**DIRECTIONS**
Produce an exact transcript of all the records.

**INPUT FOR THIS TASK**

· · · ·

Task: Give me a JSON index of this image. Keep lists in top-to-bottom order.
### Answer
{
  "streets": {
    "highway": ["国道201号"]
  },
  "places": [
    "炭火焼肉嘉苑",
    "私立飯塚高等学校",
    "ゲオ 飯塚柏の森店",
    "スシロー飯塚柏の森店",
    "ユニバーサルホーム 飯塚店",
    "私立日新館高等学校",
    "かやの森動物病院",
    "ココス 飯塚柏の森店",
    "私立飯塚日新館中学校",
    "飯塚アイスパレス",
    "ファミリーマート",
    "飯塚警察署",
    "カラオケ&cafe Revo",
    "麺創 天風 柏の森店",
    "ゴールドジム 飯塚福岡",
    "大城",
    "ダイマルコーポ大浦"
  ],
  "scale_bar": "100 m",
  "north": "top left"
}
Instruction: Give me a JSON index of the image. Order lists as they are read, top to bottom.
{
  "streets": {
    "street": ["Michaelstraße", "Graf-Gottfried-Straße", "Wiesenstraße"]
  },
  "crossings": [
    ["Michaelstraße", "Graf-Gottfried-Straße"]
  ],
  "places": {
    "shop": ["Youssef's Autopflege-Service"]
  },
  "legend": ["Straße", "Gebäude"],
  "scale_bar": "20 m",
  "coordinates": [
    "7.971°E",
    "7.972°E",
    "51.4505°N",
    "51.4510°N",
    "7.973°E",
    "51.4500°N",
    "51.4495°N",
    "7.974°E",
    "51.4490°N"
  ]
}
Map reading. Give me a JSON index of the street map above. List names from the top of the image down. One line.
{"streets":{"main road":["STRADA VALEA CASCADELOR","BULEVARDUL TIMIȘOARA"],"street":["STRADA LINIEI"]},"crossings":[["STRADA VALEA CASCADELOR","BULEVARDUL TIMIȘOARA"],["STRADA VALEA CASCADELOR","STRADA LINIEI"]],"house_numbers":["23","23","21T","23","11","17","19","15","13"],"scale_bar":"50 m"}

· · · ·

**ANSWER TO THIS TASK**
Task: Give me a JSON index of this image. Keep lists in top-to-bottom order.
### Answer
{
  "streets": {
    "highway": ["国道201号"]
  },
  "places": [
    "炭火焼肉嘉苑",
    "私立飯塚高等学校",
    "ゲオ 飯塚柏の森店",
    "スシロー飯塚柏の森店",
    "ユニバーサルホーム 飯塚店",
    "私立日新館高等学校",
    "かやの森動物病院",
    "ココス 飯塚柏の森店",
    "私立飯塚日新館中学校",
    "飯塚アイスパレス",
    "ファミリーマート",
    "飯塚警察署",
    "カラオケ&cafe Revo",
    "麺創 天風 柏の森店",
    "ゴールドジム 飯塚福岡",
    "大城",
    "ダイマルコーポ大浦"
  ],
  "scale_bar": "100 m",
  "north": "top left"
}
Instruction: Give me a JSON index of the image. Order lists as they are read, top to bottom.
{
  "streets": {
    "street": ["Michaelstraße", "Graf-Gottfried-Straße", "Wiesenstraße"]
  },
  "crossings": [
    ["Michaelstraße", "Graf-Gottfried-Straße"]
  ],
  "places": {
    "shop": ["Youssef's Autopflege-Service"]
  },
  "legend": ["Straße", "Gebäude"],
  "scale_bar": "20 m",
  "coordinates": [
    "7.971°E",
    "7.972°E",
    "51.4505°N",
    "51.4510°N",
    "7.973°E",
    "51.4500°N",
    "51.4495°N",
    "7.974°E",
    "51.4490°N"
  ]
}
Map reading. Give me a JSON index of the street map above. List names from the top of the image down. One line.
{"streets":{"main road":["STRADA VALEA CASCADELOR","BULEVARDUL TIMIȘOARA"],"street":["STRADA LINIEI"]},"crossings":[["STRADA VALEA CASCADELOR","BULEVARDUL TIMIȘOARA"],["STRADA VALEA CASCADELOR","STRADA LINIEI"]],"house_numbers":["23","23","21T","23","11","17","19","15","13"],"scale_bar":"50 m"}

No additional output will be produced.